Наконец, повинуясь повелительному взмаху демиурга, с земли поднялся пожилой аксакал в нахлобученной на глаза черной папахе и маскарадной яркости халате. Юра как раз проходил мимо, но, когда аксакал встал, остановился и с готовностью уставился на сморщенное коричневое лицо старого урюка — на ту его часть, что виднелась между лохматым, как извалявшийся в луже пудель, краем папахи и встопорщенным воротником.
— Мальчик, — сказал аксакал. — Тебе туда надо?
— Да, дедушка, — ответил Юра проникновенно.
— Мне тоже, — грустно сказал азиатский дедушка.
— Зачем?
— Там был мой юрта… — вздохнул аксакал. — Хорошо жил, никого не трогал. Потом пришли русские и напустили свои фотоны. Ф-фух! — он сделал расходящийся взмах руками, показывая, как фотоны разлетались во все стороны. — Барашки умер, кони умер.
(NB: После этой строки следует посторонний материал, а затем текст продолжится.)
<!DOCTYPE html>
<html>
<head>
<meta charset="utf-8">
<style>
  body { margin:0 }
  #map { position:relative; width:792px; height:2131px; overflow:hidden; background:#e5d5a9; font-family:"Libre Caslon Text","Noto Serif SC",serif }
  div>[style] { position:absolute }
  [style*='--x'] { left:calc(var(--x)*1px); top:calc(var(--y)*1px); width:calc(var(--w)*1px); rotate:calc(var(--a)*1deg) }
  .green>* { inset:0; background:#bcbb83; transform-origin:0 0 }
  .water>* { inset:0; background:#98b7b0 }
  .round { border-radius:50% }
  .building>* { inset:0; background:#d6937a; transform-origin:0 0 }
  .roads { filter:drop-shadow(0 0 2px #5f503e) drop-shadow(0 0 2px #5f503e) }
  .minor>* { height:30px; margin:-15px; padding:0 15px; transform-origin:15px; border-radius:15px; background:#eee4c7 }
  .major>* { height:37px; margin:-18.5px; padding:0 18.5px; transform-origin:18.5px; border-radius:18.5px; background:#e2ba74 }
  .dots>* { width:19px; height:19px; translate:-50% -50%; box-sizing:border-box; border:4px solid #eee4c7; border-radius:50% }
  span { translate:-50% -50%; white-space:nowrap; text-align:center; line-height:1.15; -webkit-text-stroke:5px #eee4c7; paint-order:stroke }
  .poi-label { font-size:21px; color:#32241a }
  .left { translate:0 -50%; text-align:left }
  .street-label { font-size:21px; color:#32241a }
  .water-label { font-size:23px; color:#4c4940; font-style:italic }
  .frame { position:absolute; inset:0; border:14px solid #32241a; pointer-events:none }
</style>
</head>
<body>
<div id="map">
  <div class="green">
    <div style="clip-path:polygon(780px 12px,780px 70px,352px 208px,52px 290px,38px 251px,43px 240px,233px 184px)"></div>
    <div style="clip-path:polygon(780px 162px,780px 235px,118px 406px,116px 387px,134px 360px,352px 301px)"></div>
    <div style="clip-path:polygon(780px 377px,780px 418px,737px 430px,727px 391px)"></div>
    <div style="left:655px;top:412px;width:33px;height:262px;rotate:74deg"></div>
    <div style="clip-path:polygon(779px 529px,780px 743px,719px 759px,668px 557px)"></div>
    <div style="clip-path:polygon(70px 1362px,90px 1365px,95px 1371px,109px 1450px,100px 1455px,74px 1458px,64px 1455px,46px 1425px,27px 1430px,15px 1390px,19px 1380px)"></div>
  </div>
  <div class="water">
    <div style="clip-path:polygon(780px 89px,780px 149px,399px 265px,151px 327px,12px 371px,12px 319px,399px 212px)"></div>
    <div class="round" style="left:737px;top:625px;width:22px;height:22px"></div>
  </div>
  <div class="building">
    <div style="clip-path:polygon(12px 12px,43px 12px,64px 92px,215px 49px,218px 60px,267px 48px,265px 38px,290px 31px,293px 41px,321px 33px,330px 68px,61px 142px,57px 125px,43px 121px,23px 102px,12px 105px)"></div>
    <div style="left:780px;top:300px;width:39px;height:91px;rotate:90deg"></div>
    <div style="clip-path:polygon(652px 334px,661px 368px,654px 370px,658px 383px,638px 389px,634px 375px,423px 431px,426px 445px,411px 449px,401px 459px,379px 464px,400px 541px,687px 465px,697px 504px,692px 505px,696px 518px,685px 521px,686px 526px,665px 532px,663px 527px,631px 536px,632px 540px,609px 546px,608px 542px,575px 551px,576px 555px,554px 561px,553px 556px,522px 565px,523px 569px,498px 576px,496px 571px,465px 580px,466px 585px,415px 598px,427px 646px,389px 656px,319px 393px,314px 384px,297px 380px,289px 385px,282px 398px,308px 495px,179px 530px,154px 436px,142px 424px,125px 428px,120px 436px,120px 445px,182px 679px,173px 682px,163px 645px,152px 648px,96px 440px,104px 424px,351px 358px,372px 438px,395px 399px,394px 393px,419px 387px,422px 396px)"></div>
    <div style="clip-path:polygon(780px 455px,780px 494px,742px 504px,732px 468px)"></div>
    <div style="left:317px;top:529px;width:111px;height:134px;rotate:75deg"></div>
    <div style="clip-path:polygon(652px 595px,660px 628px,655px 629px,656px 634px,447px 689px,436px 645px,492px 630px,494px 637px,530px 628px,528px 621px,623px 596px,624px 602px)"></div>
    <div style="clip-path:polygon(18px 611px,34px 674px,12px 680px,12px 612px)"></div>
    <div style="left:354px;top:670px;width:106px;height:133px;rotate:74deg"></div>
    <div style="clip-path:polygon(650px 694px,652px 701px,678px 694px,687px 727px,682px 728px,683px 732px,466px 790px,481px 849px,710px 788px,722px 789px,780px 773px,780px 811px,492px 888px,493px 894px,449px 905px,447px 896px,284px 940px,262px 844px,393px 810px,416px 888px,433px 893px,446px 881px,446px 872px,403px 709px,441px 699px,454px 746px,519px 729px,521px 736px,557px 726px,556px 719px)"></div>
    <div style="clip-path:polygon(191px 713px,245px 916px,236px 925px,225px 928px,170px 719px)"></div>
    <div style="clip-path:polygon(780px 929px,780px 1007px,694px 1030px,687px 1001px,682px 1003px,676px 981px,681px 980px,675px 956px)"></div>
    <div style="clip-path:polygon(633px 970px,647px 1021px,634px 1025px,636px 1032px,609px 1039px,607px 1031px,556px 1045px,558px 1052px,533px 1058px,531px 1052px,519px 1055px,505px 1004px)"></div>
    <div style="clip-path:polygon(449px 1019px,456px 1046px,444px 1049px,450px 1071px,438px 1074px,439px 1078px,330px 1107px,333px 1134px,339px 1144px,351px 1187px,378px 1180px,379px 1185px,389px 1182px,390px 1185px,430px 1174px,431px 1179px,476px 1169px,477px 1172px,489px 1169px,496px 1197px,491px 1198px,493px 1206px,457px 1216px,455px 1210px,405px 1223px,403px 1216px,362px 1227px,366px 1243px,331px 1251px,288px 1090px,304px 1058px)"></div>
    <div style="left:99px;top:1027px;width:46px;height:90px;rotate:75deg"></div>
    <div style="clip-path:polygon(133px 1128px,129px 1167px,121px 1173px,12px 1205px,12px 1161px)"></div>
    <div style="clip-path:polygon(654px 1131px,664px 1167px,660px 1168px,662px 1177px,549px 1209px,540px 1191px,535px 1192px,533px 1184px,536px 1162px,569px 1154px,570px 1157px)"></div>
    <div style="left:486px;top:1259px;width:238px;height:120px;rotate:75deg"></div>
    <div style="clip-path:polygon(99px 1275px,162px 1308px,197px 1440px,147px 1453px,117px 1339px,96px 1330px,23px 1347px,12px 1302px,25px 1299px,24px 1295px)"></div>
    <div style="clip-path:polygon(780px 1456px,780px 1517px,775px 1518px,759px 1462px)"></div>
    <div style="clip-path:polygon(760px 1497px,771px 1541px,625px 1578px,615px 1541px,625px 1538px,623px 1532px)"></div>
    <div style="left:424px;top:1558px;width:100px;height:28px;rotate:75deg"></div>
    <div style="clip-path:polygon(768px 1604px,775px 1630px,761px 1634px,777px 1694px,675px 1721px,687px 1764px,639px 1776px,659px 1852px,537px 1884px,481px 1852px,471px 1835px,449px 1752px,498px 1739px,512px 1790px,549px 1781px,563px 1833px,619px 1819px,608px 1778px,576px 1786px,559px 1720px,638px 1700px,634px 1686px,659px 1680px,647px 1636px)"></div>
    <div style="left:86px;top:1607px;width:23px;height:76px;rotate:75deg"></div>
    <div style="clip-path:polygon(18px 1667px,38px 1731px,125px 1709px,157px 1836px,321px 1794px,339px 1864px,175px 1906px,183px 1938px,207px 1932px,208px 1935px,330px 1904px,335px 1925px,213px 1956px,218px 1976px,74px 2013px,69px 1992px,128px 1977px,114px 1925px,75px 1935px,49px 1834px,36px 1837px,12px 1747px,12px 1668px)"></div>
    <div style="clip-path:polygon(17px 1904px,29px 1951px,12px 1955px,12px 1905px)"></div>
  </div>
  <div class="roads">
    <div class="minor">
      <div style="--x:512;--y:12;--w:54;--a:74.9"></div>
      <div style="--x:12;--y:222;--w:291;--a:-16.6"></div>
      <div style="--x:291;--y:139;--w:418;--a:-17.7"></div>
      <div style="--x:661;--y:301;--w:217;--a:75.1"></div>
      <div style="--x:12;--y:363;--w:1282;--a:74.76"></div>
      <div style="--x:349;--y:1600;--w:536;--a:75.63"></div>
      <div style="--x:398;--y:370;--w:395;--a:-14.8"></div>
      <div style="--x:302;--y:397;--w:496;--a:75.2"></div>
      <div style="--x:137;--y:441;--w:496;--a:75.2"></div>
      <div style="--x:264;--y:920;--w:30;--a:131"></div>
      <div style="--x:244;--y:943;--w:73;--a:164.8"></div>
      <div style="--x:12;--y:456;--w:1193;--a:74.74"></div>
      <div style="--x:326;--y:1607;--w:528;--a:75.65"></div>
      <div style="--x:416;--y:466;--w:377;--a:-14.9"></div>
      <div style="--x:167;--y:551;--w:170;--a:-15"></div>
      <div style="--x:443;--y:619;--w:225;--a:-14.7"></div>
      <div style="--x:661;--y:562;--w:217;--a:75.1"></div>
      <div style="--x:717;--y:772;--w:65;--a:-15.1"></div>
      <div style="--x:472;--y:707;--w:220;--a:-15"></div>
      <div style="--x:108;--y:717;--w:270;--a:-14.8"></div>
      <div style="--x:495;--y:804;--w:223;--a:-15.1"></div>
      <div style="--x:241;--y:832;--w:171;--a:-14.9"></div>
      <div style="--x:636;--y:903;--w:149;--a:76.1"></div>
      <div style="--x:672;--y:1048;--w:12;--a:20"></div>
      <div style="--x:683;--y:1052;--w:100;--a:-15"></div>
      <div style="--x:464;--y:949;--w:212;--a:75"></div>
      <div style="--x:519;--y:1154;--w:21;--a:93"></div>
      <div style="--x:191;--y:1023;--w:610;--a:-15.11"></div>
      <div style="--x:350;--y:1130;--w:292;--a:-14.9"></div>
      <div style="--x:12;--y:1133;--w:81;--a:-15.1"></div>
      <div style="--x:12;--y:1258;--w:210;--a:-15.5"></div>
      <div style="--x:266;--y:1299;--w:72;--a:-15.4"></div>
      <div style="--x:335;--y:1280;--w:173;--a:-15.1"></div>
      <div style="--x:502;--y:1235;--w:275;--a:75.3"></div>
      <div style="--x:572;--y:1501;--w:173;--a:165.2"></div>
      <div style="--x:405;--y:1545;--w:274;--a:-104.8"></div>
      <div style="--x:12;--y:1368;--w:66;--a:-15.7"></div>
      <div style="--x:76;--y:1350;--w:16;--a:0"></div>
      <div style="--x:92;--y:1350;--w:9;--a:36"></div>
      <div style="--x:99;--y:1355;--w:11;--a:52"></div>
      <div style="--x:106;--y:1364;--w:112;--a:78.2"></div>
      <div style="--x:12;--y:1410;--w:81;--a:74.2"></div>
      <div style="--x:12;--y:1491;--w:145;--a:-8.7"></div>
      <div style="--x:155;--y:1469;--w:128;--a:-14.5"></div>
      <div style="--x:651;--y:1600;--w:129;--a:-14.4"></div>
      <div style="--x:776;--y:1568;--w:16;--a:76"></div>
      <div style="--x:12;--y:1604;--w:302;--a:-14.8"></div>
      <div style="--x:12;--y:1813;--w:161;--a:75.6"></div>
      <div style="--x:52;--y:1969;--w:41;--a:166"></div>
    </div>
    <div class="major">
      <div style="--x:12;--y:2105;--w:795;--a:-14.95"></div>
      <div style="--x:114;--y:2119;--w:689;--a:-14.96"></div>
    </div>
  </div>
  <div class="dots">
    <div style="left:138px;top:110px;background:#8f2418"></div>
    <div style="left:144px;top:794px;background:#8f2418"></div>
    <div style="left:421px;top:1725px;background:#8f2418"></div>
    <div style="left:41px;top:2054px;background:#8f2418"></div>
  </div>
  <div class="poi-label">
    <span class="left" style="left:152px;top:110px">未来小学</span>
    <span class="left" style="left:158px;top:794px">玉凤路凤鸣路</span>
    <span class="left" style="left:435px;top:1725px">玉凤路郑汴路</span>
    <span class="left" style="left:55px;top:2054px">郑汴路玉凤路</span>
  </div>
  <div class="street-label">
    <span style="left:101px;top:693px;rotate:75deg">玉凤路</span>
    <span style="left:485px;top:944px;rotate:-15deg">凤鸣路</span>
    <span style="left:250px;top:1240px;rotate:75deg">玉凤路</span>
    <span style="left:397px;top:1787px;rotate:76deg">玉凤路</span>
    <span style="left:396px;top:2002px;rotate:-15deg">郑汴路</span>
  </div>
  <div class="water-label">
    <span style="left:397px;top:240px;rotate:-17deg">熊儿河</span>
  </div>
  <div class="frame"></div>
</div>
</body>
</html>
Совсем жить нельзя. Потом приехал большой человек из звездного города…
Юра оценил тонкий замысел демиурга. Тот и впрямь продумывал любую мелочь. Скажи аксакал просто «Звездный городок» — сразу стало бы и мелковато, нестрашно, и, с другой стороны, ненатурально: с чего вдруг чиновники Центра подготовки космонавтов диктуют свою волю целым народам. А так можно было подумать и на занимающийся космосом Звездный городок, и в целом на грозно царящую в поднебесье Москву с ее кремлевскими звездами. Неясность всегда впечатляет сильней любой конкретики.
— Сказал: уходи! И уводи свой род! Тут теперь не твой земля, тут теперь мой земля…
Дедушка помолчал. Обвел тоскливым, безнадежным взглядом слякотную окрестность Дмитровского шоссе.
— А куда я пойду? Тут я родился, тут мой папа родился, тут мой дедушка родился… Другого места для меня нет. Страна у вас большая, а места в ней для меня нет… Некуда идти. Детям некуда идти, внукам некуда идти. Женам некуда идти…
Повисло тяжелое молчание. Свистел ветер, натужно цедясь сквозь плотное стальное кружево ограждения. Возможно, подумал Юра, именно в эту паузу потом врисуют очередной старт — и вон там, вдали, надвое распоров знойную дымку над горизонтом, взойдет страшное огненное зарево, вытянется ослепительной полосой, а потом накатит тягучий грохот взрывающегося антивещества. Или на чем там они у Стругацких летали… Впрочем, какая разница; если это обещает эффектно получиться в кадре, с шефа станется и паровой двигатель на звездолет поставить — и хоть кол ему на голове теши. Юра, со скорбным лицом уставившись на горизонт, на всякий случай прищурился, будто его даже издали ослепил ядерный огонь, еще подержал паузу, чтобы дать грохоту место и время, а потом, когда грохоту полагалось бы утихнуть, тихо и проникновенно сказал:
— Прости, дедушка.
И поклонился обездоленному старику в пояс.
— За всех нас меня прости…
Аксакал строго поднял указательный палец, коричневый, сухой, как ветка опаленного саксаула, и сказал назидательно:
— Что проку тебе просить меня, русский мальчик. Человек может простить. Аллах — не простит.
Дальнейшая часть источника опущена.